» **Required action**: Count up the lines below that hold "Math", then give that count by itself.

» **Information given**:
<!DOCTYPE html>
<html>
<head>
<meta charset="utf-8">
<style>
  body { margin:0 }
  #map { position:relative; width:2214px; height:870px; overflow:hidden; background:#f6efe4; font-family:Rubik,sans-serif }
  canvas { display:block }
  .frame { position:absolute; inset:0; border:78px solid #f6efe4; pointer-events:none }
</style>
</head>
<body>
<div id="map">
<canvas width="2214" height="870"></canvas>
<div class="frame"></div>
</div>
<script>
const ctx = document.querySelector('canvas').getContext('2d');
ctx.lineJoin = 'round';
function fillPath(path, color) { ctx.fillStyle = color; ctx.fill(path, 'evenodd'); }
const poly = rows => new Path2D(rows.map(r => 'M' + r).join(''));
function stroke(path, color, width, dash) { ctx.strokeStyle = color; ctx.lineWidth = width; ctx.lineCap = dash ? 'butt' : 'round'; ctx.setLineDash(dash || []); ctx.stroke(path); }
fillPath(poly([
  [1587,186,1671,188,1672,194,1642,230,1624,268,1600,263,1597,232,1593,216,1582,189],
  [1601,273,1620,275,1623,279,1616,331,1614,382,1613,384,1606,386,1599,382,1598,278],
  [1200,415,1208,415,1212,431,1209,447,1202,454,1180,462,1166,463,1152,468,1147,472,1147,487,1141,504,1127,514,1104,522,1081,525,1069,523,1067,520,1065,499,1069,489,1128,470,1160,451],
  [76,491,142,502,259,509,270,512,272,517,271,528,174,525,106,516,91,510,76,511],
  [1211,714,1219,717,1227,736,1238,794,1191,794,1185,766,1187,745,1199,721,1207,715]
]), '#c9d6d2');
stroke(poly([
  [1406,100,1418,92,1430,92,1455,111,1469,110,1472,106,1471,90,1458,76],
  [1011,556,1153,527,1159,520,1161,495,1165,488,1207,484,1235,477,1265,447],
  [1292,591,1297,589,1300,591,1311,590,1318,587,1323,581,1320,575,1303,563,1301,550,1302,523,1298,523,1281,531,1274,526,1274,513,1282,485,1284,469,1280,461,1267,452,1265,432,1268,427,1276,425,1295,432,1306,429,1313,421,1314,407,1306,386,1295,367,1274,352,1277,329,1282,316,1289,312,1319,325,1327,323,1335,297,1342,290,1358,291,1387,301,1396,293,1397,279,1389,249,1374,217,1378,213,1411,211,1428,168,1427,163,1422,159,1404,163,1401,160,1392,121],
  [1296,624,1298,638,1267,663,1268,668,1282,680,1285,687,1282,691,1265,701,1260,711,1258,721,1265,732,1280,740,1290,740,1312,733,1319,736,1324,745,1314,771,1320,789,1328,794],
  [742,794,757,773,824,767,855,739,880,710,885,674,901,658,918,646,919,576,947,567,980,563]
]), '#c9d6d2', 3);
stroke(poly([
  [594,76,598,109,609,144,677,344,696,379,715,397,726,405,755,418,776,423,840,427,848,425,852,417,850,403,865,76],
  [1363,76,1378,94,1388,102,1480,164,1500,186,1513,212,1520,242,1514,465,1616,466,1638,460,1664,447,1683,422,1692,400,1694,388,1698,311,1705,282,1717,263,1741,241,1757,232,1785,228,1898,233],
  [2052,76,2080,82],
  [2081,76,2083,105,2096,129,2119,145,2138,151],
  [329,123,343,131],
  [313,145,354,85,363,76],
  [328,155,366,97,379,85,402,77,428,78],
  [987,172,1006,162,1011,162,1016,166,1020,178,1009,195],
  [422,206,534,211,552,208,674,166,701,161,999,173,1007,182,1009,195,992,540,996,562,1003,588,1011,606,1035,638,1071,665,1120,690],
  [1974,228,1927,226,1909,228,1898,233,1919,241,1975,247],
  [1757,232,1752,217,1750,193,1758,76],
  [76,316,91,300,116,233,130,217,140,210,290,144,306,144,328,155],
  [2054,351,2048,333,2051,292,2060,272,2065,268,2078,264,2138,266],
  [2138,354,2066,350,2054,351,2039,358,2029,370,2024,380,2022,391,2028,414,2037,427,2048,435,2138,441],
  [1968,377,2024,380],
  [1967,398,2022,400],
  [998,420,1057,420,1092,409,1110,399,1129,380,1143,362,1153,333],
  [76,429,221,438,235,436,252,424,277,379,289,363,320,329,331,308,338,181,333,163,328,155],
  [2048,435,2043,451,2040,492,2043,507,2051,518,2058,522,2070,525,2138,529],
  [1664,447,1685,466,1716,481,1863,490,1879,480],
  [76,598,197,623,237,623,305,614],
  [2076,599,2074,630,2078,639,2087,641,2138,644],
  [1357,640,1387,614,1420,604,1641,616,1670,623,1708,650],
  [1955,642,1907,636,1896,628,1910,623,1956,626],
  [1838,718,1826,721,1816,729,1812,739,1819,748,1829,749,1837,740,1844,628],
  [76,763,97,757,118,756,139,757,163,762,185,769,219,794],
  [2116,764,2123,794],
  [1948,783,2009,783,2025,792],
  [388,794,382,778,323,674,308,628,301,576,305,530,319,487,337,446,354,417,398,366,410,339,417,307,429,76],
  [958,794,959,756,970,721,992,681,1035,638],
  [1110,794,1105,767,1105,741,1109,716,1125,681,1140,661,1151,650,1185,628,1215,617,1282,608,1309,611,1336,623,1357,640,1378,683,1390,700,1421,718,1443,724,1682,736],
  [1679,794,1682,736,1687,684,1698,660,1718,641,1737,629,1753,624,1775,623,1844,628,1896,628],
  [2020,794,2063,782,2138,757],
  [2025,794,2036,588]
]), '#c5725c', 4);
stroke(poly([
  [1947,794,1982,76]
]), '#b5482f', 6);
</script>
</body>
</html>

...

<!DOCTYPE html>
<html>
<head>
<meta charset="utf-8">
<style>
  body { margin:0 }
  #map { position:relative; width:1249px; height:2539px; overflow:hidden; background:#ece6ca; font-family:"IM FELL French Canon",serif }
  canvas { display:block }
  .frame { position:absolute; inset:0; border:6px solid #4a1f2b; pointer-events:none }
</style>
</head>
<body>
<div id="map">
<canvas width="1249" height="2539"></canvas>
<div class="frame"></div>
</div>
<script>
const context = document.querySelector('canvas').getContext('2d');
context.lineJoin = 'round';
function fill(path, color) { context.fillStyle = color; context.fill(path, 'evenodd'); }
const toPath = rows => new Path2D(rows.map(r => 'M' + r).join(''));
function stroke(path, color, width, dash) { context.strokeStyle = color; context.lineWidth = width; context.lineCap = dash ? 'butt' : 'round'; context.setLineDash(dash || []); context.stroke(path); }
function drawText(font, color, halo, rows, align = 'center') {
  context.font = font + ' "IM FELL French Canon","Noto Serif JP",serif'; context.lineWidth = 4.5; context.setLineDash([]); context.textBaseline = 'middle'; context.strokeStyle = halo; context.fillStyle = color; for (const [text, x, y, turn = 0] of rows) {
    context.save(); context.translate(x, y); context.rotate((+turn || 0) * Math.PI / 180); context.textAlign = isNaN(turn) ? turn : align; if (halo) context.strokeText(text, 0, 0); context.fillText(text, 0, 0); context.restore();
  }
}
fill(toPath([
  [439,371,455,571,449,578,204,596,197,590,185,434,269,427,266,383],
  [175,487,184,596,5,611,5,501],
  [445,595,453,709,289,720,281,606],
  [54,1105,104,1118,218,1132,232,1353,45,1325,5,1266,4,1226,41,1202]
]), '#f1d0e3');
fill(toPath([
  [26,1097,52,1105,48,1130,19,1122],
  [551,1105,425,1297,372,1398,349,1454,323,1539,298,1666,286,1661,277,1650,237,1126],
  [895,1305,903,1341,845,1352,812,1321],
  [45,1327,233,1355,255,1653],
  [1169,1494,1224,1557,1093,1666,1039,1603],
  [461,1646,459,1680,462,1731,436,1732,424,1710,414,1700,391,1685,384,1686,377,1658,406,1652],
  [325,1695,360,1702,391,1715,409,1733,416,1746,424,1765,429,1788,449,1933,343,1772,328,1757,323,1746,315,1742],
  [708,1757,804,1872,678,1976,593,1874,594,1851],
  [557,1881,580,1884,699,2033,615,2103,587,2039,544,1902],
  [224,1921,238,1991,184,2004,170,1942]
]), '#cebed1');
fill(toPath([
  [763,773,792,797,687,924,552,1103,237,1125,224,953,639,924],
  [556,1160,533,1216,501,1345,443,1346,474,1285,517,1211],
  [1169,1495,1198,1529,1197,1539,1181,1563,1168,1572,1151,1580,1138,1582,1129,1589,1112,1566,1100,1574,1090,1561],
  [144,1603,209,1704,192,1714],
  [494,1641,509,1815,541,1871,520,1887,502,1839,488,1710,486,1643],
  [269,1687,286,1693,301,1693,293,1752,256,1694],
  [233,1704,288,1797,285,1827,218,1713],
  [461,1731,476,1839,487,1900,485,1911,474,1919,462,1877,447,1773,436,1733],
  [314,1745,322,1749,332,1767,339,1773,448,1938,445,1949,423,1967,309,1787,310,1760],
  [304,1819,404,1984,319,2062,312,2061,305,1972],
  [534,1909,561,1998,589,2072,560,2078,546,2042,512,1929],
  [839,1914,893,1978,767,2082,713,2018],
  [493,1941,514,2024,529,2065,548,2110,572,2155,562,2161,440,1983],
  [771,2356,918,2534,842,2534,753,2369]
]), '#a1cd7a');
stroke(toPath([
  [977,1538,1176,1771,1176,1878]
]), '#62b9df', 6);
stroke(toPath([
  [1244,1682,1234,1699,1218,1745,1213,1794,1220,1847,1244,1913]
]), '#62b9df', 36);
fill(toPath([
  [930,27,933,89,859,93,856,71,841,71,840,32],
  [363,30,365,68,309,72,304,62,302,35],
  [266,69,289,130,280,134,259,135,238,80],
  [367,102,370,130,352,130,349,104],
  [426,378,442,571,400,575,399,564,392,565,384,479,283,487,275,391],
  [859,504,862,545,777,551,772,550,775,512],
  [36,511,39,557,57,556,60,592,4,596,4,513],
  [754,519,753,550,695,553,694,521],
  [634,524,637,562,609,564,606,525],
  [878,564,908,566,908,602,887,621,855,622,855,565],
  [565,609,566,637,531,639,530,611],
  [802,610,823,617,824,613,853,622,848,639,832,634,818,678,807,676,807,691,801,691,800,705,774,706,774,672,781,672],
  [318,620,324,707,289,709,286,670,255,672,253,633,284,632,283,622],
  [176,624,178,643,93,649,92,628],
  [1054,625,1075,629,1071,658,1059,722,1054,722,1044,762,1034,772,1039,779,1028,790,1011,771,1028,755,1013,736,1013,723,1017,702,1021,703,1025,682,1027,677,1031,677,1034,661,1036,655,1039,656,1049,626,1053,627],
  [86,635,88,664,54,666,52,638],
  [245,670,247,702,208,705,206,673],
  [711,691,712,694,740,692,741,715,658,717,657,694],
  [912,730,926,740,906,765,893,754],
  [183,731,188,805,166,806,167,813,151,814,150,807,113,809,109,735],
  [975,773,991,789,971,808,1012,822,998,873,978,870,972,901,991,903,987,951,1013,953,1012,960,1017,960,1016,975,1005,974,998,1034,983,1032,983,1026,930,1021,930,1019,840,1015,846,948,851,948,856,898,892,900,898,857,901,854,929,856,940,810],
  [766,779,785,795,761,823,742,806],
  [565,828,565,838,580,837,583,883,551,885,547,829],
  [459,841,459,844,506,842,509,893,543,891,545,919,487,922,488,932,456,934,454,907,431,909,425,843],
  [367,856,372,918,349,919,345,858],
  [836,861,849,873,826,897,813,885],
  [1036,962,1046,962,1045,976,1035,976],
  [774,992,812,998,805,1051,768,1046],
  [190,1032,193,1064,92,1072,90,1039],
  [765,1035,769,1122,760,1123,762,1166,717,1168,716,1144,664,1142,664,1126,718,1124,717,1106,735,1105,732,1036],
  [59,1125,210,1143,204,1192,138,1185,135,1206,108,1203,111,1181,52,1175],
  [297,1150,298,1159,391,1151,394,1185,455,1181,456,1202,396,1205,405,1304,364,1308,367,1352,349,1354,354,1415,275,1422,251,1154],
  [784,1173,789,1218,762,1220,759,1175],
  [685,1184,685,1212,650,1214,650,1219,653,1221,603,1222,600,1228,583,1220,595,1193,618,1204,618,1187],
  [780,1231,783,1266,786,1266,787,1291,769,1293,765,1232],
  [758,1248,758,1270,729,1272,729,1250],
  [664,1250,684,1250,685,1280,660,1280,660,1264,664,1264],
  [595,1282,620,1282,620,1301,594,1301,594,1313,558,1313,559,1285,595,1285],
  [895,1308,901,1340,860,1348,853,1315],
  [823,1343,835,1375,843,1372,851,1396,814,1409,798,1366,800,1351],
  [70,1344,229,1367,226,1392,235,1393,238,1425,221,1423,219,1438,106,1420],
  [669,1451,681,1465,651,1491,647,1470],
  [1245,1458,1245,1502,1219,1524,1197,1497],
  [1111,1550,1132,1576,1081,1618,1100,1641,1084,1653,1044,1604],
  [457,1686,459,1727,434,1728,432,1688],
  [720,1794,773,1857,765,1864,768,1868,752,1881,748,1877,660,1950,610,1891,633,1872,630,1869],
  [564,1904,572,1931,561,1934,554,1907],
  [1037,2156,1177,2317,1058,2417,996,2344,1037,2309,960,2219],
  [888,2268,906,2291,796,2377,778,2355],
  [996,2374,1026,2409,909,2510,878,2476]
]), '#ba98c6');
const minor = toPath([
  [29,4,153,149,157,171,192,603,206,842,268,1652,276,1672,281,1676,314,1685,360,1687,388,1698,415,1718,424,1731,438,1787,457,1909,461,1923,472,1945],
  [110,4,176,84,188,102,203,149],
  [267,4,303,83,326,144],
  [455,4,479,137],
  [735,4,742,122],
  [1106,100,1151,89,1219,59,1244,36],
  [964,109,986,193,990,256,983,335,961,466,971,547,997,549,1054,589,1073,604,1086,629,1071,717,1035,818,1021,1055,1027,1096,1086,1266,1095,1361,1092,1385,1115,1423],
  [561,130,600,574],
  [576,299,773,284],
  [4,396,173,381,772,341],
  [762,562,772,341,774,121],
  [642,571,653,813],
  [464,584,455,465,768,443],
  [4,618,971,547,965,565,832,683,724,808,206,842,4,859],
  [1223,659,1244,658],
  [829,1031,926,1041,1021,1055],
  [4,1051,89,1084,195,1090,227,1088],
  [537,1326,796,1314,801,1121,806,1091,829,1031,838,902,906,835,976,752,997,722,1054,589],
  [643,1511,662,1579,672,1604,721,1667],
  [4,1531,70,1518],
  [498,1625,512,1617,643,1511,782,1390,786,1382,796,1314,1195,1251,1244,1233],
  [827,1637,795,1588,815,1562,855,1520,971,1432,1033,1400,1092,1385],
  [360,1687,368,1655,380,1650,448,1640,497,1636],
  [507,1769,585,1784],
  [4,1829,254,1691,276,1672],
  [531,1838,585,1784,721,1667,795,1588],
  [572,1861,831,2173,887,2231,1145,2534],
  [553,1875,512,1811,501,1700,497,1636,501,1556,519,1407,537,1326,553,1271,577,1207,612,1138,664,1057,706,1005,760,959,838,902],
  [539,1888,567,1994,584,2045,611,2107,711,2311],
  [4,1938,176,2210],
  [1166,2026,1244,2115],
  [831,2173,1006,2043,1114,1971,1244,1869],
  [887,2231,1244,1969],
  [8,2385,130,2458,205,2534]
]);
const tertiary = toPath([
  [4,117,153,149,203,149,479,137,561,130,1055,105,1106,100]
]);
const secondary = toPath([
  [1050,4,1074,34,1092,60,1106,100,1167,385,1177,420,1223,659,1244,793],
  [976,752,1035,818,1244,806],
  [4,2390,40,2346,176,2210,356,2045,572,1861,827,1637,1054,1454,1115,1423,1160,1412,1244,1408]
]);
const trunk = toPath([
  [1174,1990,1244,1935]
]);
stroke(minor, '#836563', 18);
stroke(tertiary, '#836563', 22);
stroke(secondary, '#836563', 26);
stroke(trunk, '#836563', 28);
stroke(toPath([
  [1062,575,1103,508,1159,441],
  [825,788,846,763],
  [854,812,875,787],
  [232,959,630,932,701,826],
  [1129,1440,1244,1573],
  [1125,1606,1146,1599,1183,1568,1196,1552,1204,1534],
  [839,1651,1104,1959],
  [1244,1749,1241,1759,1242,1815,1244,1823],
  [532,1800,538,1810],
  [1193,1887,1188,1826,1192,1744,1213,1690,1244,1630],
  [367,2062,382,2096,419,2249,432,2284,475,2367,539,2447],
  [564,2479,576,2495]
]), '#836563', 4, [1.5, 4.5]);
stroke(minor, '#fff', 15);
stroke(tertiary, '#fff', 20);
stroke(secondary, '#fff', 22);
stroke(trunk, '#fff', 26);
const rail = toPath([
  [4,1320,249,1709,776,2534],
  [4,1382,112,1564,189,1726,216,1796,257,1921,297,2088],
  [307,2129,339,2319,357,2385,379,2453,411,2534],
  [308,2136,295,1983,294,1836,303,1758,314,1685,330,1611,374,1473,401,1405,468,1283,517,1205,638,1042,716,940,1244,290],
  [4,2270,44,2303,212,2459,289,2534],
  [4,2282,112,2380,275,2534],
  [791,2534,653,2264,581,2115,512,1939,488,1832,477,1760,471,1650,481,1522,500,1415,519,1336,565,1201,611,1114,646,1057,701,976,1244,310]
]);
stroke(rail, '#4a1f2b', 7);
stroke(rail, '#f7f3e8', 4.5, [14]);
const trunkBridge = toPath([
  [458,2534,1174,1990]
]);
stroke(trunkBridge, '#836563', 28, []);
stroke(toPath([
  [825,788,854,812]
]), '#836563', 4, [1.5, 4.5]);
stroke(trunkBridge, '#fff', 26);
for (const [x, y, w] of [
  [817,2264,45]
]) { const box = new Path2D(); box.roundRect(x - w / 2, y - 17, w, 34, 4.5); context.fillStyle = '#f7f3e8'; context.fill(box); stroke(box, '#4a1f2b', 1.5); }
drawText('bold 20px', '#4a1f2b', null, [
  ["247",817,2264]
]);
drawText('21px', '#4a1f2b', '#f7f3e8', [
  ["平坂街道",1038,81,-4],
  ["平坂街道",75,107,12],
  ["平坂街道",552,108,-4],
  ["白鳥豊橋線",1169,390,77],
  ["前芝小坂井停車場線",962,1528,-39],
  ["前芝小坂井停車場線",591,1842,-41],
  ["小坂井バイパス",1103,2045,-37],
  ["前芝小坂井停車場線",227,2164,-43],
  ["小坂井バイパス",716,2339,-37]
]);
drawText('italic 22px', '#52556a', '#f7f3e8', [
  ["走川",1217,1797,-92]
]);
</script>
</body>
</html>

--

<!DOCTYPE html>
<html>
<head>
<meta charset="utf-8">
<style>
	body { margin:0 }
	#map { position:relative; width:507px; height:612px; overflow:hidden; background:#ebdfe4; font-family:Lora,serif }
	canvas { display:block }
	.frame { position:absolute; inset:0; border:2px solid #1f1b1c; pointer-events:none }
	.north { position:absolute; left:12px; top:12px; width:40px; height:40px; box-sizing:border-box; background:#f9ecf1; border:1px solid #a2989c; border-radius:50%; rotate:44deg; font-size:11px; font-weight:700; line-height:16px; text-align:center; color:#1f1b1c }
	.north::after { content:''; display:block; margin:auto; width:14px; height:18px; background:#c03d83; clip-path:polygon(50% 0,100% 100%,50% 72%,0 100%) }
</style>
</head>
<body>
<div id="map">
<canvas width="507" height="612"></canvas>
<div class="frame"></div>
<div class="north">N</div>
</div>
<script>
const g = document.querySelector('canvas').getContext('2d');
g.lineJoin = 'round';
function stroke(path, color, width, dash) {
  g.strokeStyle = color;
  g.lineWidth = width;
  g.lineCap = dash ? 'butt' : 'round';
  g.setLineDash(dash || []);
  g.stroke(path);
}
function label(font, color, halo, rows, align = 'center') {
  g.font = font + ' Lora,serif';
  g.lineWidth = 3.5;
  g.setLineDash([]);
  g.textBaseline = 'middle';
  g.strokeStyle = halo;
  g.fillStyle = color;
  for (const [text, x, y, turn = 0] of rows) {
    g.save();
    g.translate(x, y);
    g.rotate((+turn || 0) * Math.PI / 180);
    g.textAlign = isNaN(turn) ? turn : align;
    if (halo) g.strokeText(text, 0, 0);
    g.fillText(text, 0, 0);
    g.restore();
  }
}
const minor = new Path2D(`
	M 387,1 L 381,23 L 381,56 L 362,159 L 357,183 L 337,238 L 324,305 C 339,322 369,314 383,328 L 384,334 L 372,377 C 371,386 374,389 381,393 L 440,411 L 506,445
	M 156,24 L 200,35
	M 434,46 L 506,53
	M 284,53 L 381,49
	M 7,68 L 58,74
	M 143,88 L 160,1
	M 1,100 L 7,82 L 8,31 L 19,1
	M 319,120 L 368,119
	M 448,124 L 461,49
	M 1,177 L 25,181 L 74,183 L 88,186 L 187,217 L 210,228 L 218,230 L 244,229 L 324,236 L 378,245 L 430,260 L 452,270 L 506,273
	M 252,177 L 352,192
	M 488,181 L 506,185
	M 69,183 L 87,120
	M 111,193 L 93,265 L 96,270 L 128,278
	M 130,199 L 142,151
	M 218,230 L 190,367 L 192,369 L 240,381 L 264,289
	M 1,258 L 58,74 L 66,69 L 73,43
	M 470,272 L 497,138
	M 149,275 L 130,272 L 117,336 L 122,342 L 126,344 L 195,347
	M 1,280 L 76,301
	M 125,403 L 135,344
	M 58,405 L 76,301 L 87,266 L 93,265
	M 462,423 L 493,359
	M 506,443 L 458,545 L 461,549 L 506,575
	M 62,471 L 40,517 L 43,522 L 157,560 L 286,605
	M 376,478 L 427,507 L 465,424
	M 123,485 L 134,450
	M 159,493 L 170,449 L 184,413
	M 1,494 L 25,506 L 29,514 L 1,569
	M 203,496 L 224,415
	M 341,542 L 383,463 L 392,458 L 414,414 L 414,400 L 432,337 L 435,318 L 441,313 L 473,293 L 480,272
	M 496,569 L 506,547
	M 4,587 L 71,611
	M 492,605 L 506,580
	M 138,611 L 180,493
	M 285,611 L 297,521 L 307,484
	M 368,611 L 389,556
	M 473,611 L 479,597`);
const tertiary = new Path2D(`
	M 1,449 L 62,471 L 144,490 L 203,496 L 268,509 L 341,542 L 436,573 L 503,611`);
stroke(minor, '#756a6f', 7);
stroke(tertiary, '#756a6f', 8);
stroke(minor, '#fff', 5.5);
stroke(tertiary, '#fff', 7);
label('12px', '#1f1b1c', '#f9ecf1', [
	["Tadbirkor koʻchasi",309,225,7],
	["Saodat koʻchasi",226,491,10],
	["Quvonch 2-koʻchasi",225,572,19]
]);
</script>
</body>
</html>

» **Written solution**: 2